What you will do>
Extract the opening line of the entries and every line after it, stopping at and including the line that contains "height:9px; margin:-4.5px; padding:0". Do not include pictures.
START Available records
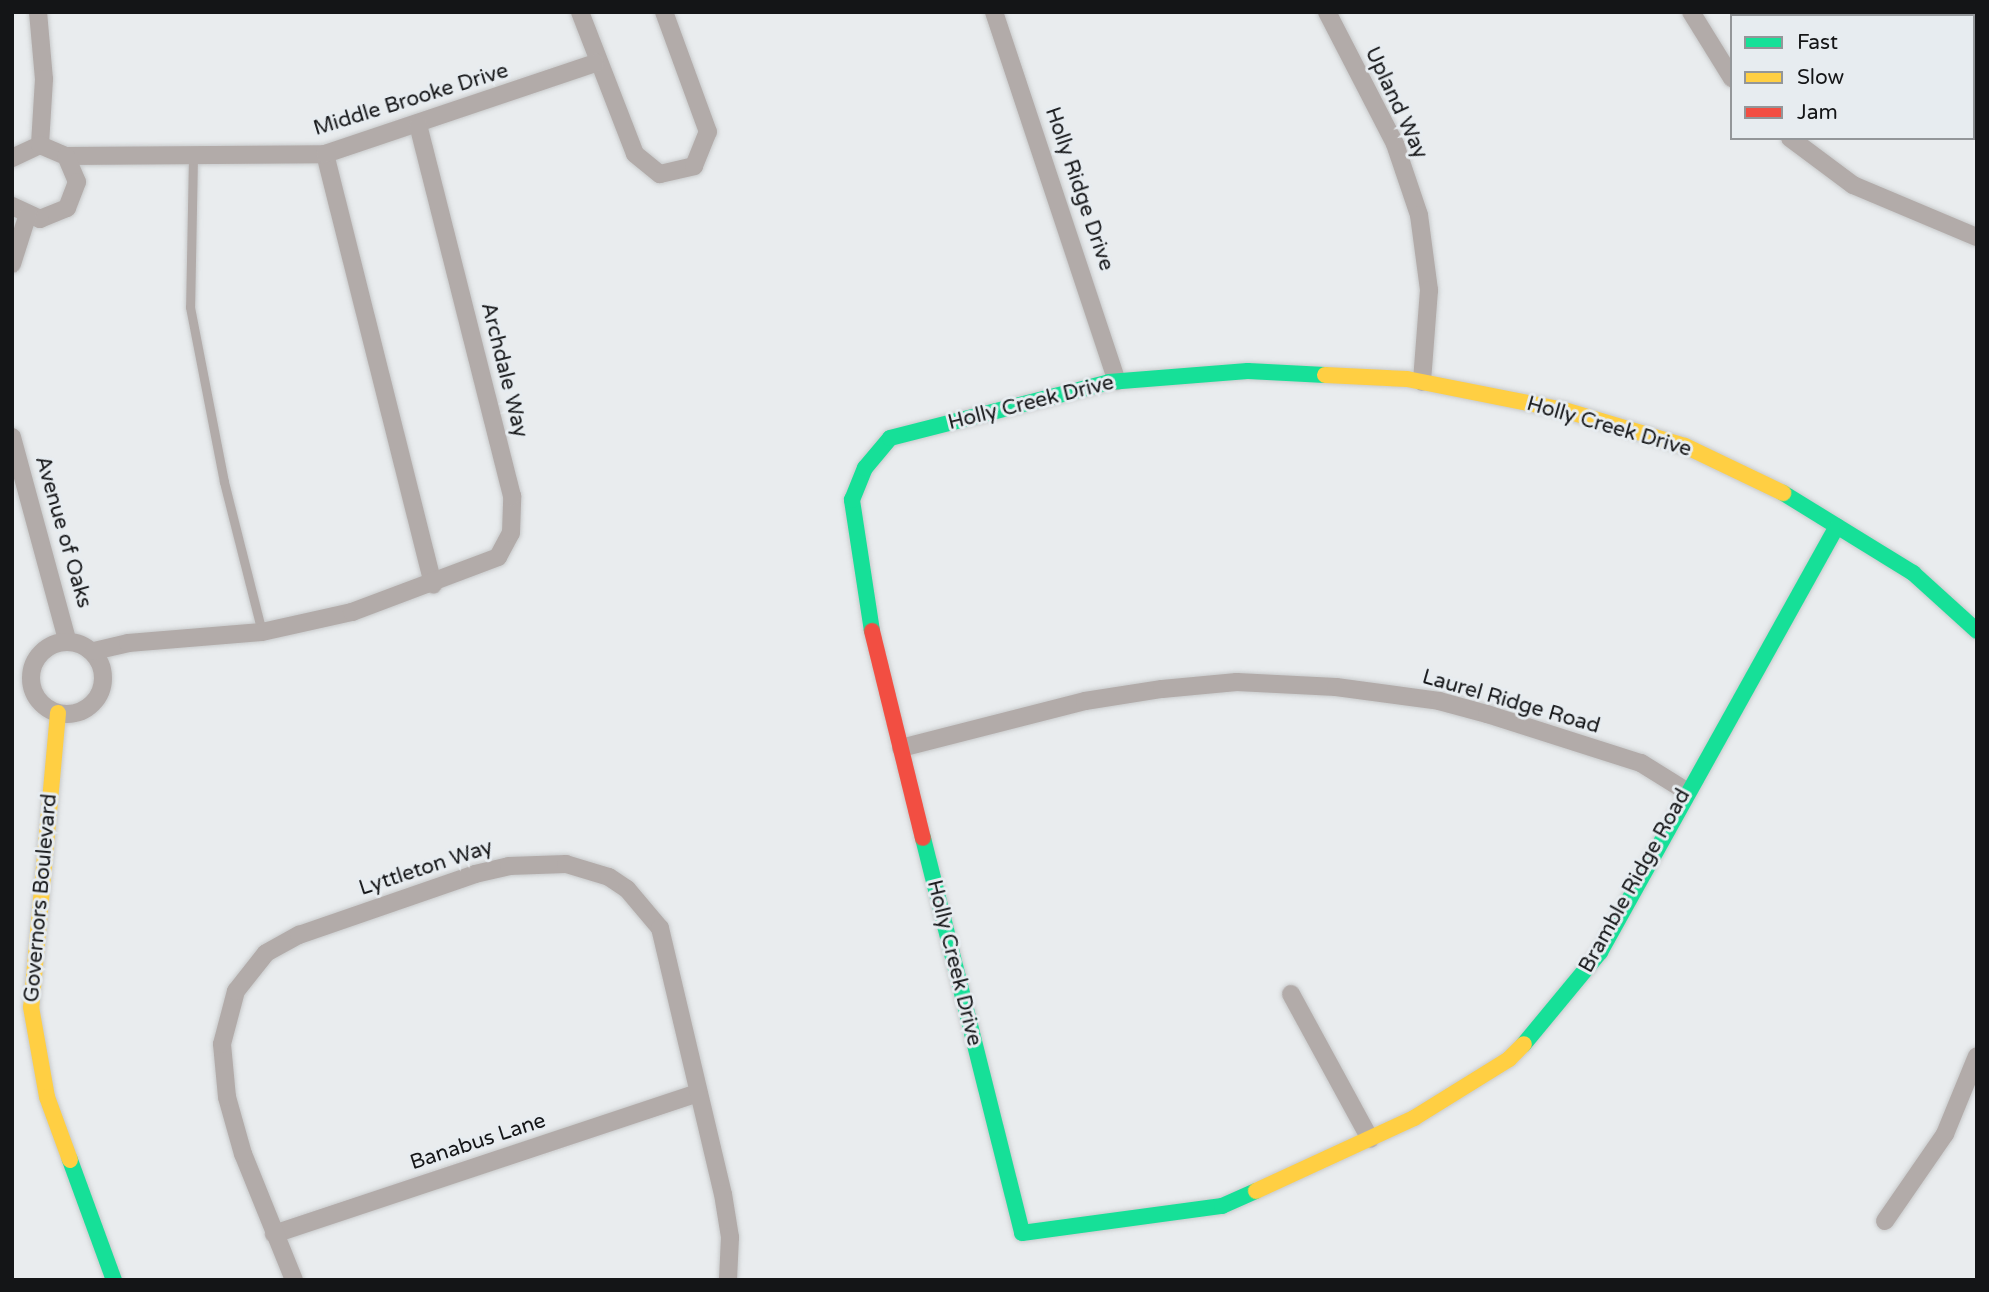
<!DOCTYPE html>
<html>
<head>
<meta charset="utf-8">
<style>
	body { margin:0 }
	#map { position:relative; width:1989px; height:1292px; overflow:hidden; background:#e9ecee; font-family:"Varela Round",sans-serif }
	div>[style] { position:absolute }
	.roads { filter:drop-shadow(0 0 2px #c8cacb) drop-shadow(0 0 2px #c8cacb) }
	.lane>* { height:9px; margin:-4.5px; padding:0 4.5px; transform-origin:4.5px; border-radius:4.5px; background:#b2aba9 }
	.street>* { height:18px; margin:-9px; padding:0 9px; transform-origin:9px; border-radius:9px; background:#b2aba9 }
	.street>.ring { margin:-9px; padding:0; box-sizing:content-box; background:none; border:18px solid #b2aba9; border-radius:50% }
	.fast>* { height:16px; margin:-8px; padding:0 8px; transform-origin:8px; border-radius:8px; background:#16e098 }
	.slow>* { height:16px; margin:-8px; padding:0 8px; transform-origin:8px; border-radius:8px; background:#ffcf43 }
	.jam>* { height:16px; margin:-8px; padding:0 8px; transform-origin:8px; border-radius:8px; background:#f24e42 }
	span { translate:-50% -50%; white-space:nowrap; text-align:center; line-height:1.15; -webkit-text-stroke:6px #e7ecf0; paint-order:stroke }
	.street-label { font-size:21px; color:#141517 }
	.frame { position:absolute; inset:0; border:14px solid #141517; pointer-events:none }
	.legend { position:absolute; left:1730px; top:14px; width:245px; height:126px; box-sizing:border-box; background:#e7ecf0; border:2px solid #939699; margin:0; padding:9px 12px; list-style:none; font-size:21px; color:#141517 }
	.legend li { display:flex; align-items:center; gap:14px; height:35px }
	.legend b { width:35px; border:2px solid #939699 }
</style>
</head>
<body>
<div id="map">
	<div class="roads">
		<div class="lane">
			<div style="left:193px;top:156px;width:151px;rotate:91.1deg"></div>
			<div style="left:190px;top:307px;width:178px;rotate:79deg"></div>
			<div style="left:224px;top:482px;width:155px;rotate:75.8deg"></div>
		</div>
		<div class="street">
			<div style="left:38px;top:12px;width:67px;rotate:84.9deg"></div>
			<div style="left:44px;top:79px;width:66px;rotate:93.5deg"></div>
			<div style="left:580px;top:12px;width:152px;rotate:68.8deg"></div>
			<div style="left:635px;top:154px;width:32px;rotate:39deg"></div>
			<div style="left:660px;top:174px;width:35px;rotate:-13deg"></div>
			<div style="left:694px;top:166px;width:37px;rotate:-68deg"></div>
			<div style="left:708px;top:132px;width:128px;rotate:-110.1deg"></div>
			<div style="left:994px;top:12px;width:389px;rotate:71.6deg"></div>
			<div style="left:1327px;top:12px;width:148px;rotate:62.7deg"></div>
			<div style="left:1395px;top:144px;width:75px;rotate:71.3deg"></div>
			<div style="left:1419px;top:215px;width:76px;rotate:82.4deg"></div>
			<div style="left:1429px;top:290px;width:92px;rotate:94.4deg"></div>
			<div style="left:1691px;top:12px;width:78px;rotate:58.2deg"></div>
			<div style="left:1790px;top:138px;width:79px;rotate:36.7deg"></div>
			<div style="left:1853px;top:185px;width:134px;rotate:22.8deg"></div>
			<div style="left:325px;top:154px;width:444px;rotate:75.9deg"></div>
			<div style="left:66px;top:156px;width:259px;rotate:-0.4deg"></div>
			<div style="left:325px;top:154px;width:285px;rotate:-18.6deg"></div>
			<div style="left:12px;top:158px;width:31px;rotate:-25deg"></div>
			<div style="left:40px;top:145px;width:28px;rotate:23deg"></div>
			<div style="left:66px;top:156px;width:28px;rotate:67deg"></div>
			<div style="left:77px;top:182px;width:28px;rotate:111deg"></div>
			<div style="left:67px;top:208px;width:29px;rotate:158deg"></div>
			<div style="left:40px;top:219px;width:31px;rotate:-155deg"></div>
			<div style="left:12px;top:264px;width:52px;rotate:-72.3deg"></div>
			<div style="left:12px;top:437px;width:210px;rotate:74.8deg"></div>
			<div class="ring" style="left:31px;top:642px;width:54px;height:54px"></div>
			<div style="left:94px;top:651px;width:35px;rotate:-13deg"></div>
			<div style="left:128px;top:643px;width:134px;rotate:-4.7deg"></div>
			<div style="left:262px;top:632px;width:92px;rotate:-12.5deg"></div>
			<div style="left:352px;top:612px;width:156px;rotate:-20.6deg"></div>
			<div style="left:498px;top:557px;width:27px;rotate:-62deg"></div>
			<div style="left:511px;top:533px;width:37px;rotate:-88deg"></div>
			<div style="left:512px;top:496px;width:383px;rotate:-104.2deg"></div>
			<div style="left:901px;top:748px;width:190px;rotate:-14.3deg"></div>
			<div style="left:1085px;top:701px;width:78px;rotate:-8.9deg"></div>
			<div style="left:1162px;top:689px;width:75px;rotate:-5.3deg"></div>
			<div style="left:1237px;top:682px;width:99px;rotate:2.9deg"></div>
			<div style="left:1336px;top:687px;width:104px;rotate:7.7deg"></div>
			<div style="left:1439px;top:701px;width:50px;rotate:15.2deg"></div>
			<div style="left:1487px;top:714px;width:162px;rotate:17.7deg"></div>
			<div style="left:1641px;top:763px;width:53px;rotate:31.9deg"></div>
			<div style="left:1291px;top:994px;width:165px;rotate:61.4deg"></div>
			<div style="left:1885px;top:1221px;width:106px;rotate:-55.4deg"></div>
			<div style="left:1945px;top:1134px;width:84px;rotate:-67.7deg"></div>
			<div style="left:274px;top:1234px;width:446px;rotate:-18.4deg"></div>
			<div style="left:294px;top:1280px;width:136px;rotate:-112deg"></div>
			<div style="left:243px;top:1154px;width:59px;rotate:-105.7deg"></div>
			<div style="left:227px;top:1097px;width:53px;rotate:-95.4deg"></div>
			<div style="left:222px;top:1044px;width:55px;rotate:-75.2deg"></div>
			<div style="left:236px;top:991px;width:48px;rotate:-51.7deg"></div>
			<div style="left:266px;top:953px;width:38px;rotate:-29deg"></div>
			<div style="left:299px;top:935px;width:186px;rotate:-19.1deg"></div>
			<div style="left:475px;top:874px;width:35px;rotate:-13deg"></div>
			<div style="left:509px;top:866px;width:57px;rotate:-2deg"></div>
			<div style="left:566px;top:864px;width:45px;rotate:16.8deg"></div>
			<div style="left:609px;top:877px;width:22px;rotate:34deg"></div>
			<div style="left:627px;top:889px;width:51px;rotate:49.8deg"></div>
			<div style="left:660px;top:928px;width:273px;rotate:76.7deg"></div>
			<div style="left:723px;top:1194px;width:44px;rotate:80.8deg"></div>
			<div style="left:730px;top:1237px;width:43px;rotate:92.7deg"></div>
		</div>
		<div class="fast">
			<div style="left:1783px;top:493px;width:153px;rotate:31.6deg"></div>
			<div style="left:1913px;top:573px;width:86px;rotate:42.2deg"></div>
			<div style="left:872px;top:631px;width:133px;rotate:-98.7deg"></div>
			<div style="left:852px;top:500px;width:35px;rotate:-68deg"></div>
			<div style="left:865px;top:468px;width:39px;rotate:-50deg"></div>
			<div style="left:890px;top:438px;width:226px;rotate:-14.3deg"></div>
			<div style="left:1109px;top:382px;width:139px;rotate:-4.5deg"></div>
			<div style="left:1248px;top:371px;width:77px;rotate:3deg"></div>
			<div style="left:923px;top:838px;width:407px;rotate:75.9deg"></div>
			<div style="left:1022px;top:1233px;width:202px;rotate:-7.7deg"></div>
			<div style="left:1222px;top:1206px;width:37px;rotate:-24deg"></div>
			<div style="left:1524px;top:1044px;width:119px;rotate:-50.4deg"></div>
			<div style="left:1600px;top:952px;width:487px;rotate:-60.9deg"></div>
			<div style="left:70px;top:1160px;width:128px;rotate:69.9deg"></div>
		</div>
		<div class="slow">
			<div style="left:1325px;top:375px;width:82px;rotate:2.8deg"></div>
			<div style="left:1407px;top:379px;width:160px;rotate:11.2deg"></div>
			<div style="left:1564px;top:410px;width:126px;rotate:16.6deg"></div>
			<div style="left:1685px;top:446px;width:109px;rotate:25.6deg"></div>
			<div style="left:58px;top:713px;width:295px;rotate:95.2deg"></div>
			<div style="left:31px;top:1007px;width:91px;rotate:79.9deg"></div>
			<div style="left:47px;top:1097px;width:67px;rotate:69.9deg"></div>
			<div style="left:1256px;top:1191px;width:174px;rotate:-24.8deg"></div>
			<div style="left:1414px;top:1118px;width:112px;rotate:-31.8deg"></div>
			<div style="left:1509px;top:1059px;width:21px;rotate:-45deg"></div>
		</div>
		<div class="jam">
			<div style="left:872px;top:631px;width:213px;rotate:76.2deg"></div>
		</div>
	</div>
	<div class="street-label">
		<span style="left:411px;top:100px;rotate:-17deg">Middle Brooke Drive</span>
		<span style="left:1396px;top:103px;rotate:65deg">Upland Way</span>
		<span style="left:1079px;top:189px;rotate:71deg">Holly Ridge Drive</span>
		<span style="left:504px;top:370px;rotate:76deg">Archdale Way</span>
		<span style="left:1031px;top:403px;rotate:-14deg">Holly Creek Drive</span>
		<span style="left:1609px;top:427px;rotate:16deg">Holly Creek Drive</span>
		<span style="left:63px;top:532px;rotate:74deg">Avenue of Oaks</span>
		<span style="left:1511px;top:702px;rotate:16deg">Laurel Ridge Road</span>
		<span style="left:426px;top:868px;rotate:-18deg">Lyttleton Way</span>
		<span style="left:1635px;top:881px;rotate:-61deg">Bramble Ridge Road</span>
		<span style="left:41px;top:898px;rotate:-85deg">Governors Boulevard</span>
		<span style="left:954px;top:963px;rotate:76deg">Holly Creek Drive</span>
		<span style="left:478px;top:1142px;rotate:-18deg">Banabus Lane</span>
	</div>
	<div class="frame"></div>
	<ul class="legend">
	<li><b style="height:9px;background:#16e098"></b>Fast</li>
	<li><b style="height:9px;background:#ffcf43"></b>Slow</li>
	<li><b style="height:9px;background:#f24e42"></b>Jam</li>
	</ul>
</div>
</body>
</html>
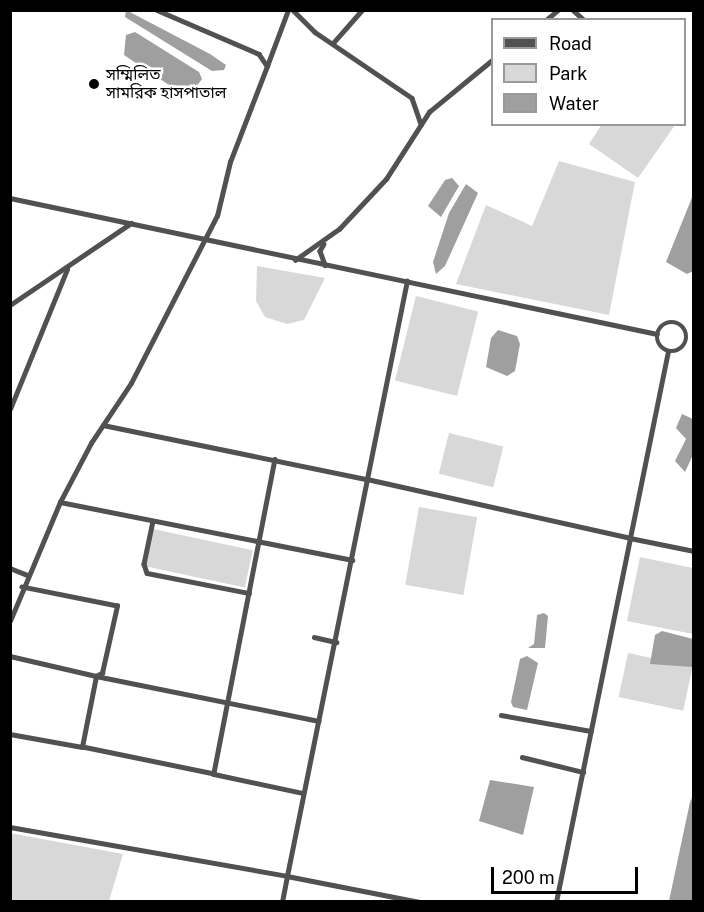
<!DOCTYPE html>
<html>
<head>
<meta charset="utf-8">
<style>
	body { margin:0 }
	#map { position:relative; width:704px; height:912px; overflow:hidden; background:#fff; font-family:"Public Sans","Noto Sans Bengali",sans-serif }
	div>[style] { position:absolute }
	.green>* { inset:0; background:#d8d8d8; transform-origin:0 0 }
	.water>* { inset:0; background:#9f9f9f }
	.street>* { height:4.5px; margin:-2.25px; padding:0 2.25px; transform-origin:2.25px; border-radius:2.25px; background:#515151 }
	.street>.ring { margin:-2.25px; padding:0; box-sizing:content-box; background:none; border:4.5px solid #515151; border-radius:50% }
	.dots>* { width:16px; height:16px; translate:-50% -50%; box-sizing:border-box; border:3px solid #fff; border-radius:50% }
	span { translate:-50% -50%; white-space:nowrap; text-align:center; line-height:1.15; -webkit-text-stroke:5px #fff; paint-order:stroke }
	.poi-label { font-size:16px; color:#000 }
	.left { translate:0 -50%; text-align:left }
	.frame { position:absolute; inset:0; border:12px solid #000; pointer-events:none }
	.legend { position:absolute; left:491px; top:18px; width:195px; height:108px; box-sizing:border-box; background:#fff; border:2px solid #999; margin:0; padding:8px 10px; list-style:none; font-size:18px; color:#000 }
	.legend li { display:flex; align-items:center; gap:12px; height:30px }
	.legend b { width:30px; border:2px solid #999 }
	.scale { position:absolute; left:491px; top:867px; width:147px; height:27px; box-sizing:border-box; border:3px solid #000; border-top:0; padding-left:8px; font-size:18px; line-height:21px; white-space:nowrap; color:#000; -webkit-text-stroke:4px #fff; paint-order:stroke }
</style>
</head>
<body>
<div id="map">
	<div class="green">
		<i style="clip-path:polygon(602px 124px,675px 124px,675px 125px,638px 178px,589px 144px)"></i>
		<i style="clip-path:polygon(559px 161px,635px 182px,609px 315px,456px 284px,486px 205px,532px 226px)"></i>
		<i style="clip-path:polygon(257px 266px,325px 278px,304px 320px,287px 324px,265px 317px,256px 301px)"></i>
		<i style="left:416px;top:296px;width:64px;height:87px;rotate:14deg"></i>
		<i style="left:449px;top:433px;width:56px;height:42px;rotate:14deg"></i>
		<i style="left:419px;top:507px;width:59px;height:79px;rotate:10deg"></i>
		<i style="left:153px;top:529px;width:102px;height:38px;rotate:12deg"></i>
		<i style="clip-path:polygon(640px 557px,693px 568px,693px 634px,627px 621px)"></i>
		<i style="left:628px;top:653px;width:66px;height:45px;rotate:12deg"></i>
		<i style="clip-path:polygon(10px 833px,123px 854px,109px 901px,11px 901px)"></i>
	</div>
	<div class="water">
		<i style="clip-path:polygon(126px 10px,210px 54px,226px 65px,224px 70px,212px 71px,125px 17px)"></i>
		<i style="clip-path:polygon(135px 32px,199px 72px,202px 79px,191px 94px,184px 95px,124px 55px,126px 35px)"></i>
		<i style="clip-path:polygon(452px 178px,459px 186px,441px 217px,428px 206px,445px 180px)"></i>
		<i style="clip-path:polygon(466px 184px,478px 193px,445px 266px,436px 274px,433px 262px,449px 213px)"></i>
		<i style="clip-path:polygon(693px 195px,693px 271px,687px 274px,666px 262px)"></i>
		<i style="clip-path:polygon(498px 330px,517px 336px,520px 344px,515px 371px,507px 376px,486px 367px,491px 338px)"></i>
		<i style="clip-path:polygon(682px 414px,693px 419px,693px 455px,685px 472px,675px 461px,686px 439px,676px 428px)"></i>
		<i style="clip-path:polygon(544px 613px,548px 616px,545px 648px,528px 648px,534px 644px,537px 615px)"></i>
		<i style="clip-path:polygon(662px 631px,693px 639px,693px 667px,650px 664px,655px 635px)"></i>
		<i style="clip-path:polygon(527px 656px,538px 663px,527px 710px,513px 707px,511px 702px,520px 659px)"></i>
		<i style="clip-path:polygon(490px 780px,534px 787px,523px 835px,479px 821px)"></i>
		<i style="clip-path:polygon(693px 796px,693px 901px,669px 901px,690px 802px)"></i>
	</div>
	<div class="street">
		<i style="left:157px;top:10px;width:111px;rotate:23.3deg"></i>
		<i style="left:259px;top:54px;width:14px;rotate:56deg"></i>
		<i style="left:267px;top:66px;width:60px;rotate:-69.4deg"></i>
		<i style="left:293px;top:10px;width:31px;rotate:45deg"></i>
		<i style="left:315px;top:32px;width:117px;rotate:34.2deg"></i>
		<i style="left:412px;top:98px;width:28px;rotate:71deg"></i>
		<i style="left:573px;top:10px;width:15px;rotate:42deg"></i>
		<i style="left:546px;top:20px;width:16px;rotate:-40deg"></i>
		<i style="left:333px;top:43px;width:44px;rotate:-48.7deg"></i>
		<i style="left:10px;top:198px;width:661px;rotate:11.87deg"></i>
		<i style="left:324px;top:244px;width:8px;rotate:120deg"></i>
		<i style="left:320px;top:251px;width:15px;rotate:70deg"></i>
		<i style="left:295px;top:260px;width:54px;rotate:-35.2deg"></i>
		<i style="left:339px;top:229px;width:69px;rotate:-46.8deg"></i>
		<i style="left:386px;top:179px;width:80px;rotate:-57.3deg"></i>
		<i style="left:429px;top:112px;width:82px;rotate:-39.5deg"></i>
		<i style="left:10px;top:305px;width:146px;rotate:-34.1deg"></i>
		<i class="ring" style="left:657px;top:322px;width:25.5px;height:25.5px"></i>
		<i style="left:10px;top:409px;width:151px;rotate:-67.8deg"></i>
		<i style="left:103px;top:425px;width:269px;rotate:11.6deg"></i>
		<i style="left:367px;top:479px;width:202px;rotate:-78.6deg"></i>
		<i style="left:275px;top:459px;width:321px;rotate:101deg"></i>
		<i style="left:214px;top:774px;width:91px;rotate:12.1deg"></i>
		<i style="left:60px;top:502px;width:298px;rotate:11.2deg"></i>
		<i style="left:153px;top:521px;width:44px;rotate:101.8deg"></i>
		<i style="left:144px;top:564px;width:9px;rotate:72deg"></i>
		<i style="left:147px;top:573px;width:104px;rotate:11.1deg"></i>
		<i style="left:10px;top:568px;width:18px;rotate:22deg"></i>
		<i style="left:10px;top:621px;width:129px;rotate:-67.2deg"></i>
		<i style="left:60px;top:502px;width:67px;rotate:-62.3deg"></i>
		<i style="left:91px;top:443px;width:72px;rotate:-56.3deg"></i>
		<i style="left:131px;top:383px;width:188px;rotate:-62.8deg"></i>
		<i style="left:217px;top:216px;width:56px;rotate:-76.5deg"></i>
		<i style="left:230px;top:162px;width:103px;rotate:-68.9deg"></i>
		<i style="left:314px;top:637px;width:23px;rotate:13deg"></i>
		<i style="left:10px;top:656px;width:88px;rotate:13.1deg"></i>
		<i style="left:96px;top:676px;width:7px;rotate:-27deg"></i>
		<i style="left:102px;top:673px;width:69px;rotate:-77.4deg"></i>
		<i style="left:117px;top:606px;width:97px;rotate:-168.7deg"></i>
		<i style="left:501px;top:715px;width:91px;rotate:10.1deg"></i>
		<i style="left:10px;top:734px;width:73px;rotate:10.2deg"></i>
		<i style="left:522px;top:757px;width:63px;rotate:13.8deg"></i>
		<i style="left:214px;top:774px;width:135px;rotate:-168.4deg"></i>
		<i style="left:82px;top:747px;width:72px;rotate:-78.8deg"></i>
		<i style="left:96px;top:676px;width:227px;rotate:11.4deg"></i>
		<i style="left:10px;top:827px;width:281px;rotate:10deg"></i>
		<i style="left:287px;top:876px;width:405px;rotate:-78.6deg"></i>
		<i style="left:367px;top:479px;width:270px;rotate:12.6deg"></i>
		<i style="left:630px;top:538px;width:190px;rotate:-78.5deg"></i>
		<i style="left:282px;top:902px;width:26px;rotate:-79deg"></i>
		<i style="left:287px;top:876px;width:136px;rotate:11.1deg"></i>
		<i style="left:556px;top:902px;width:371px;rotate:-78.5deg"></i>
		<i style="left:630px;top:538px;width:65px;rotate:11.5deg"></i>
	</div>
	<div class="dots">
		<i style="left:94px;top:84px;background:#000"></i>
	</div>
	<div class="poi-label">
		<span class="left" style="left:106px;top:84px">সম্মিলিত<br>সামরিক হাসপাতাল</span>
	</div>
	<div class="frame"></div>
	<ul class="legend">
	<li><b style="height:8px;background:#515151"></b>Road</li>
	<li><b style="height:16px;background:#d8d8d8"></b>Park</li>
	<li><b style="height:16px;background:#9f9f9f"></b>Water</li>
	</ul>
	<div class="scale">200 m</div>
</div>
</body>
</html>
END Available records
Answer section>
<!DOCTYPE html>
<html>
<head>
<meta charset="utf-8">
<style>
	body { margin:0 }
	#map { position:relative; width:1989px; height:1292px; overflow:hidden; background:#e9ecee; font-family:"Varela Round",sans-serif }
	div>[style] { position:absolute }
	.roads { filter:drop-shadow(0 0 2px #c8cacb) drop-shadow(0 0 2px #c8cacb) }
	.lane>* { height:9px; margin:-4.5px; padding:0 4.5px; transform-origin:4.5px; border-radius:4.5px; background:#b2aba9 }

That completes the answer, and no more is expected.